L’Europe est également brandie tel un manuel de bonnes pratiques par Patrick Martin. « C’est à la fois enrichissant et rassurant pour nous de parler avec nos voisins. Après tout, qui aurait parié il y a quelques années que le Portugal soit en excédent budgétaire aujourd’hui, que l’Italie ait un déficit public qui en un an est passé de 7,2 % à 3,6 %, pour être maintenant sur une trajectoire inférieure à 3 % ? Cette observation permet d’identifier des voies et moyens qui permettraient à la France, en reproduisant ce qui s’est fait dans ces pays-là, de redresser la tête ».
« Nos meilleurs alliés, paradoxalement, ce sont parfois les Américains eux-mêmes », glisse-t-il, en évoquant les effets boomerang des mesures protectionnistes de Donald Trump, qui pénalisent déjà les marchés américains. D’après Patrick Martin, il faut tenir tête et ne pas oublier que l’Europe compte 450 millions de consommateurs, et représente le plus gros débouché commercial des entreprises américaines sur les biens et services, notamment digitaux.
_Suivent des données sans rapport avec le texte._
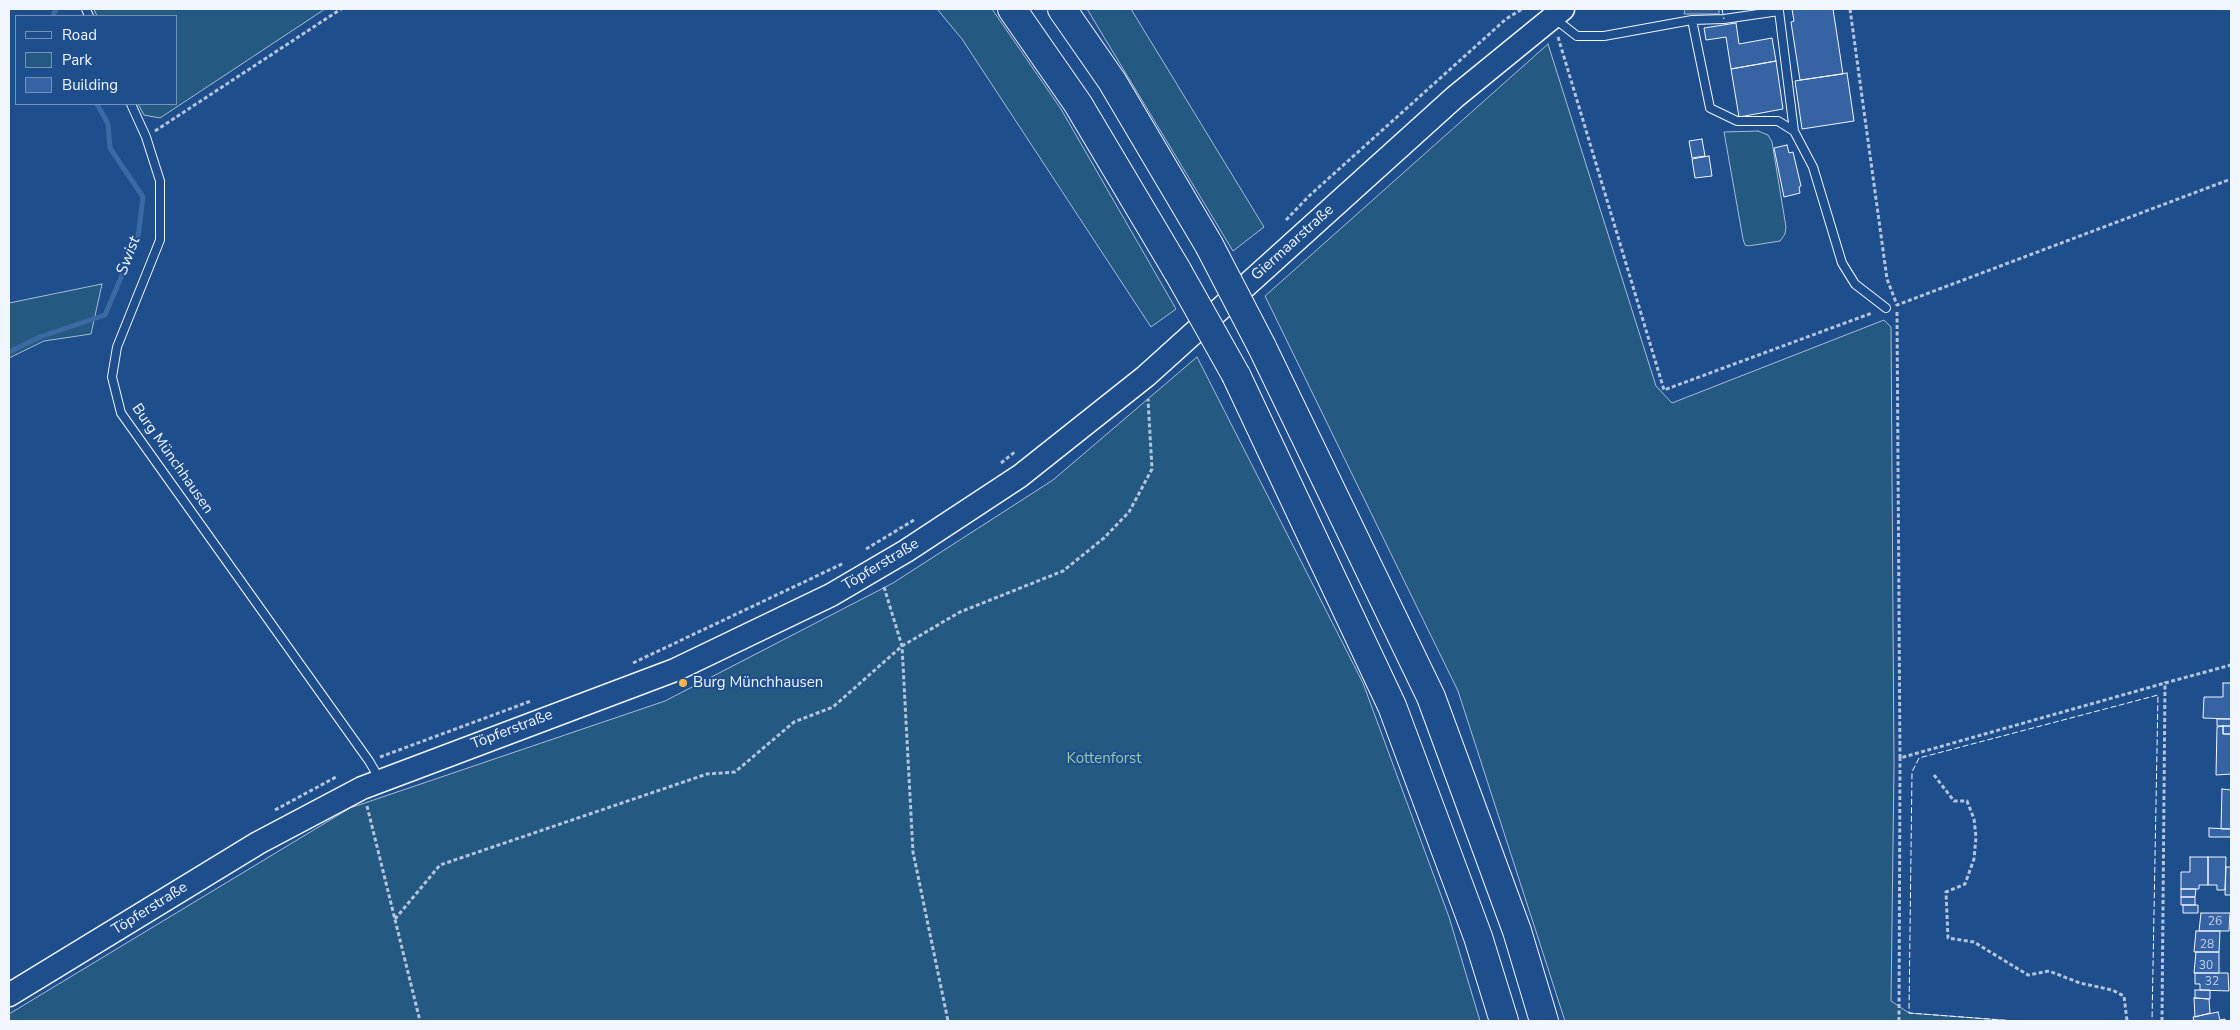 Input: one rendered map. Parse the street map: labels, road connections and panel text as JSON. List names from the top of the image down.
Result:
{
  "streets": {
    "main road": ["Giermaarstraße", "Töpferstraße"],
    "lane": ["Burg Münchhausen"]
  },
  "crossings": [
    ["Giermaarstraße", "Töpferstraße"],
    ["Burg Münchhausen", "Töpferstraße"]
  ],
  "water": ["Swist"],
  "parks": ["Kottenforst"],
  "places": ["Burg Münchhausen"],
  "house_numbers": [
    "26",
    "28",
    "30",
    "32"
  ],
  "legend": ["Road", "Park", "Building"]
} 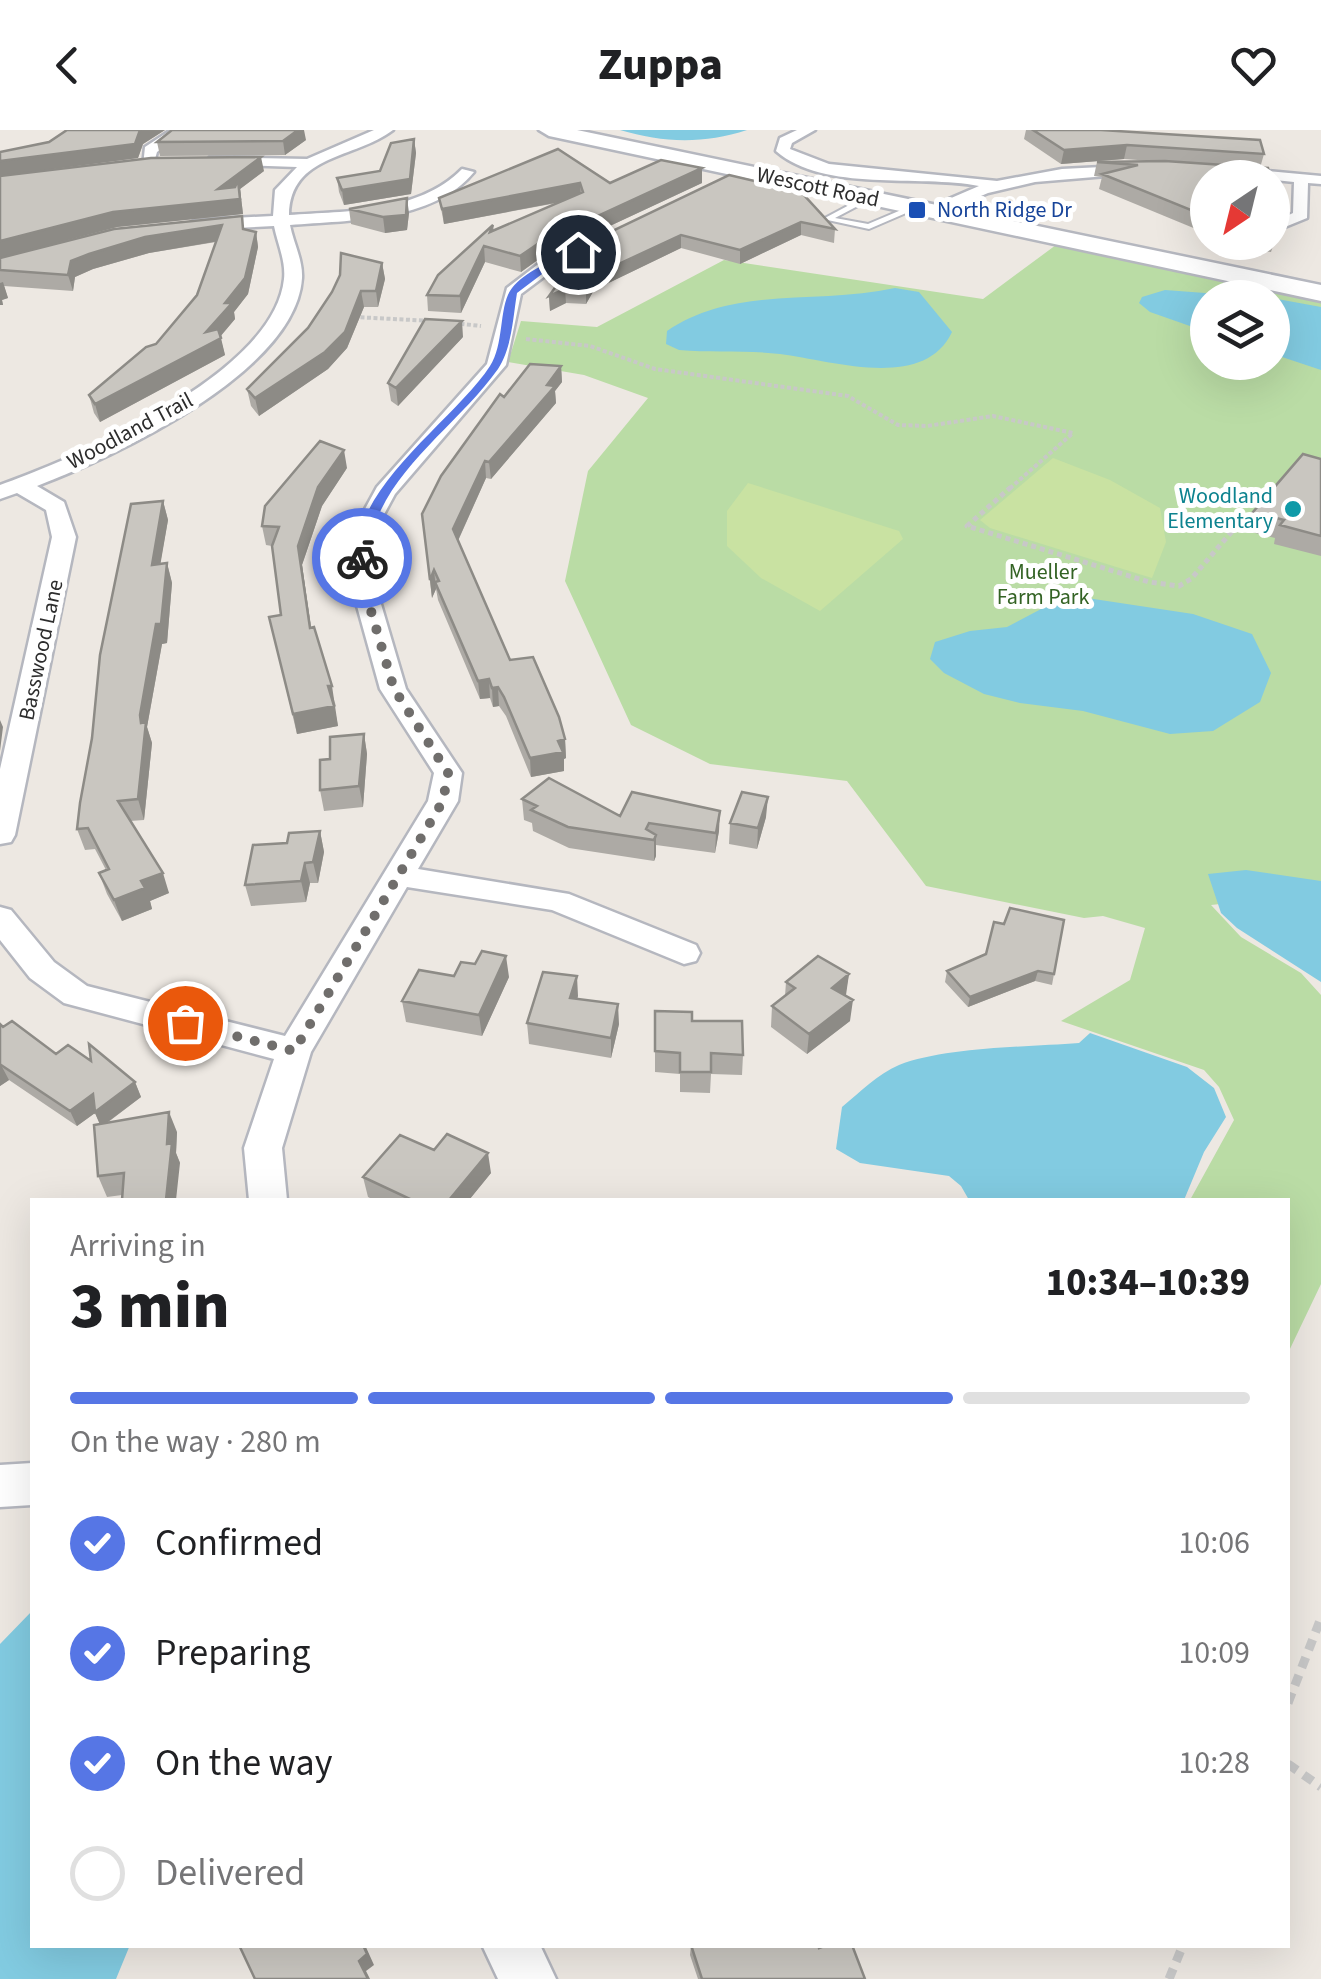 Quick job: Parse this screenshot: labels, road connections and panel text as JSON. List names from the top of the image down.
{
  "streets": {
    "street": ["Wescott Road", "Woodland Trail", "Basswood Lane"]
  },
  "crossings": [
    ["Woodland Trail", "Basswood Lane"]
  ],
  "parks": ["Mueller Farm Park"],
  "places": {
    "transit": ["North Ridge Dr"],
    "other": ["Woodland Elementary"]
  },
  "north": "bottom left",
  "page": {
    "header": "Zuppa",
    "heading": ["3 min", "Arriving in", "10:34–10:39"],
    "bar": "On the way · 280 m",
    "list": [
      ["Confirmed", "10:06"],
      ["Preparing", "10:09"],
      ["On the way", "10:28"],
      "Delivered"
    ]
  }
} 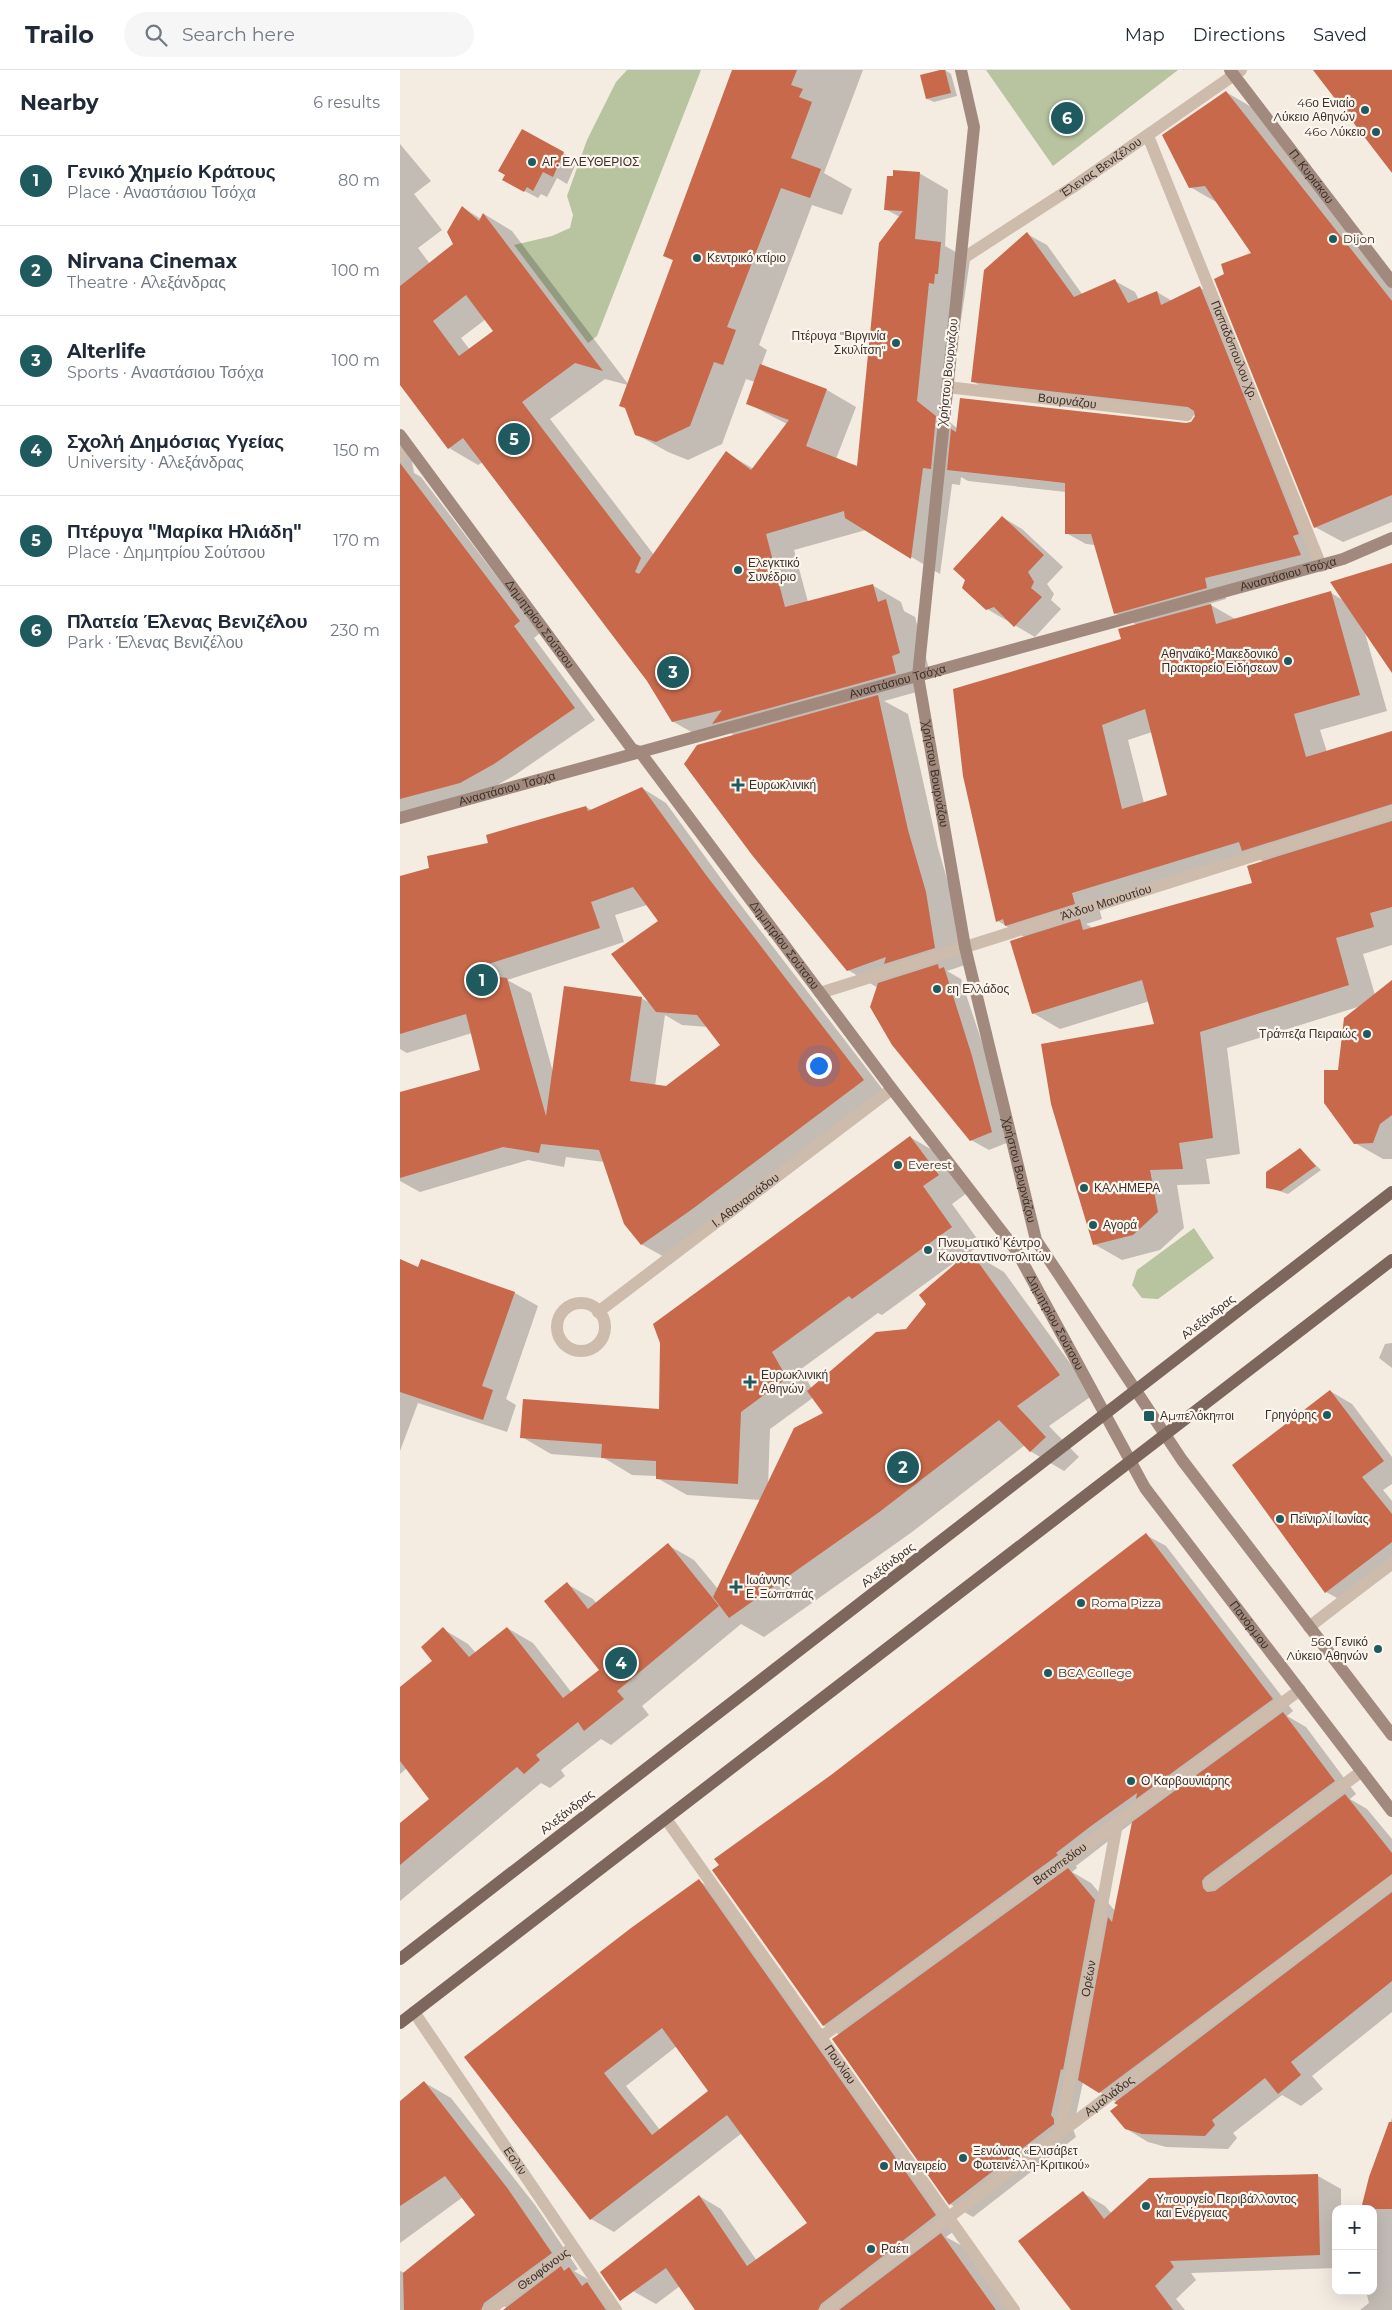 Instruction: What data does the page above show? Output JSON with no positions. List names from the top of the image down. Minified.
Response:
{"streets":{"main road":["Αλεξάνδρας"],"street":["Έλενας Βενιζέλου","Π. Κυριάκου","Παπαδόπουλου Χρ.","Χρήστου Βουρνάζου","Βουρνάζου","Αναστάσιου Τσόχα","Δημητρίου Σούτσου","Άλδου Μανουτίου","Ι. Αθανασιάδου","Πανόρμου","Βατοπεδίου","Ορέων","Πουλίου","Αμαλιάδος","Εσλίν","Θεοφάνους"]},"crossings":[["Έλενας Βενιζέλου","Π. Κυριάκου"],["Έλενας Βενιζέλου","Παπαδόπουλου Χρ."],["Έλενας Βενιζέλου","Χρήστου Βουρνάζου"],["Παπαδόπουλου Χρ.","Αναστάσιου Τσόχα"],["Χρήστου Βουρνάζου","Βουρνάζου"],["Χρήστου Βουρνάζου","Αναστάσιου Τσόχα"],["Χρήστου Βουρνάζου","Άλδου Μανουτίου"],["Χρήστου Βουρνάζου","Αλεξάνδρας"],["Αναστάσιου Τσόχα","Δημητρίου Σούτσου"],["Δημητρίου Σούτσου","Άλδου Μανουτίου"],["Δημητρίου Σούτσου","Ι. Αθανασιάδου"],["Δημητρίου Σούτσου","Αλεξάνδρας"],["Δημητρίου Σούτσου","Πανόρμου"],["Πανόρμου","Βατοπεδίου"],["Βατοπεδίου","Ορέων"],["Βατοπεδίου","Πουλίου"],["Ορέων","Αμαλιάδος"],["Πουλίου","Αμαλιάδος"],["Εσλίν","Θεοφάνους"]],"places":{"other":["46ο Ενιαίο Λύκειο Αθηνών","46o Λύκειο","ΑΓ. ΕΛΕΥΘΕΡΙΟΣ","Dijon","Κεντρικό κτίριο","Πτέρυγα \"Βιργινία Σκυλίτση\"","Ελεγκτικό Συνέδριο","Αθηναϊκό-Μακεδονικό Πρακτορείο Ειδήσεων","εη Ελλάδος","Τράπεζα Πειραιώς","Everest","ΚΑΛΗΜΕΡΑ","Αγορά","Πνευματικό Κέντρο Κωνσταντινοπολιτών","Γρηγόρης","Πεϊνιρλί Ιωνίας","Roma Pizza","56ο Γενικό Λύκειο Αθηνών","BCA College","Ο Καρβουνιάρης","Ξενώνας «Ελισάβετ Φωτεινέλλη-Κριτικού»","Μαγειρείο","Υπουργείο Περιβάλλοντος και Ενέργειας","Ραέτι"],"health":["Ευρωκλινική","Ευρωκλινική Αθηνών","Ιωάννης Ε. Ξωπαπάς"],"transit":["Αμπελόκηποι"]},"page":{"header":"Trailo","search":"Search here","nav":["Map","Directions","Saved"],"heading":["Nearby","6 results"],"pins":["6","5","3","1","2","4"],"list":[{"mark":"1","name":"Γενικό Χημείο Κράτους","note":"Place · Αναστάσιου Τσόχα","value":"80 m"},{"mark":"2","name":"Nirvana Cinemax","note":"Theatre · Αλεξάνδρας","value":"100 m"},{"mark":"3","name":"Alterlife","note":"Sports · Αναστάσιου Τσόχα","value":"100 m"},{"mark":"4","name":"Σχολή Δημόσιας Υγείας","note":"University · Αλεξάνδρας","value":"150 m"},{"mark":"5","name":"Πτέρυγα \"Μαρίκα Ηλιάδη\"","note":"Place · Δημητρίου Σούτσου","value":"170 m"},{"mark":"6","name":"Πλατεία Έλενας Βενιζέλου","note":"Park · Έλενας Βενιζέλου","value":"230 m"}],"map_buttons":["+","−"]}}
Il insiste : « si le gouvernement américain va trop loin dans sa politique d’agressivité commerciale et bien l’Europe ripostera, de manière proportionnée, mais ripostera ».
Ne pas sacrifier l’économie sur l’autel de l’austérité
Face au mur budgétaire français - une dette publique de 3 300 milliards d’euros, principalement détenue par des créanciers étrangers - Patrick Martin appelle à une action rapide, mais ciblée : « Il va falloir prendre des mesures rigoureuses, mais pas sur le dos de l’activité économique ». Il fustige également l’absence de cap politique, appelant les parlementaires à retrouver un « sens des responsabilités ». C’est également un sursaut de lucidité que le Président du Medef cherche à provoquer « Il y a une impérieuse nécessité à ce que tous les Français prennent conscience de la gravité de la situation et de l’incapacité dans laquelle est la France, ne serait-ce qu’à soutenir des filières qui seraient menacées par cette guerre commerciale mondiale qui se joue parce qu’il n’y a plus d’argent dans les caisses. Ce qu’on a pu faire au moment de la crise sanitaire, on ne peut absolument plus le faire aujourd’hui. »
La solution ? Un patchwork de mesures telles que la réindustrialisation de la France, l’ouverture à de nouveaux marchés (Asie, Inde, Amérique latine), un soutien à l’investissement et à l’innovation, le tout, sans céder au repli nationaliste. « Casser le commerce mondial ne ferait que provoquer une récession terrible », prévient-il. C’est avant tout une recherche d’équilibre et un savant mélange de mesures qui, mises bout à bout, devraient permettre à la France et à l’Europe de traverser les turbulences actuelles.
Le Medef, acteur politique au service du collectif
Enfin, Patrick Martin a tenu à rappeler le rôle souvent méconnu du Medef dans la gestion paritaire des grands organismes sociaux : Action Logement, AG2R, Agirc-Arrco, AGS. « Ce que nous faisons ne sert pas seulement les entreprises, mais la collectivité tout entière. »
Sa visite à Bayonne, loin d’être symbolique, visait aussi à « ne pas se tromper dans les analyses » et à « relever les compteurs », selon les mots complices de Bruno
Arcadipane. Une manière de rappeler que si le Medef parle souvent depuis Paris, il puise sa légitimité au cœur des territoires. Une proximité essentielle, dans un pays où la remontée des taux d’intérêt pratiqués sur les marchés financiers, ou un arbitrage défavorable des investisseurs, pourrait rapidement fragiliser l’économie.
Pour terminer sur une touche optimiste, Patrick Martin déclare qu’il existe des solutions, que le Patronnariat est aujourd’hui « inquiet, mais pas tétanisé ». Entre mesures courageuses et positions fermes face à des acteurs mondiaux féroces, la France a les armes pour se défendre, semble-t-il.